** What the task asks **
Please repeat the records exactly, keeping the pictures out.

** Information given **
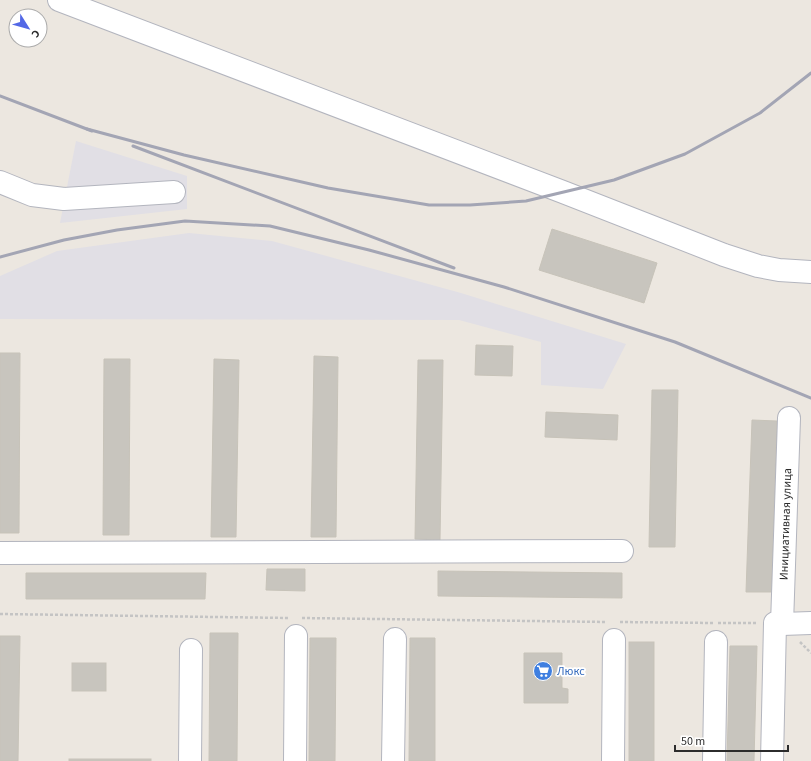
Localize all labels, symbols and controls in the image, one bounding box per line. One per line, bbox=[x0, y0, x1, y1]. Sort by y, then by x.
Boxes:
north arrow bbox=[8, 8, 48, 48]
text: С bbox=[27, 27, 44, 41]
street label: Инициативная улица bbox=[775, 468, 796, 580]
supermarket icon: Люкс bbox=[532, 660, 554, 682]
place label: Люкс bbox=[557, 663, 585, 680]
scale bar bbox=[675, 727, 788, 753]
text: 50 m bbox=[681, 733, 705, 750]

** Solution to this problem **
Localize all labels, symbols and controls in the image, one bounding box per line. One per line, bbox=[x0, y0, x1, y1]. Sort by y, then by x.
Boxes:
north arrow bbox=[8, 8, 48, 48]
text: С bbox=[27, 27, 44, 41]
street label: Инициативная улица bbox=[775, 468, 796, 580]
supermarket icon: Люкс bbox=[532, 660, 554, 682]
place label: Люкс bbox=[557, 663, 585, 680]
scale bar bbox=[675, 727, 788, 753]
text: 50 m bbox=[681, 733, 705, 750]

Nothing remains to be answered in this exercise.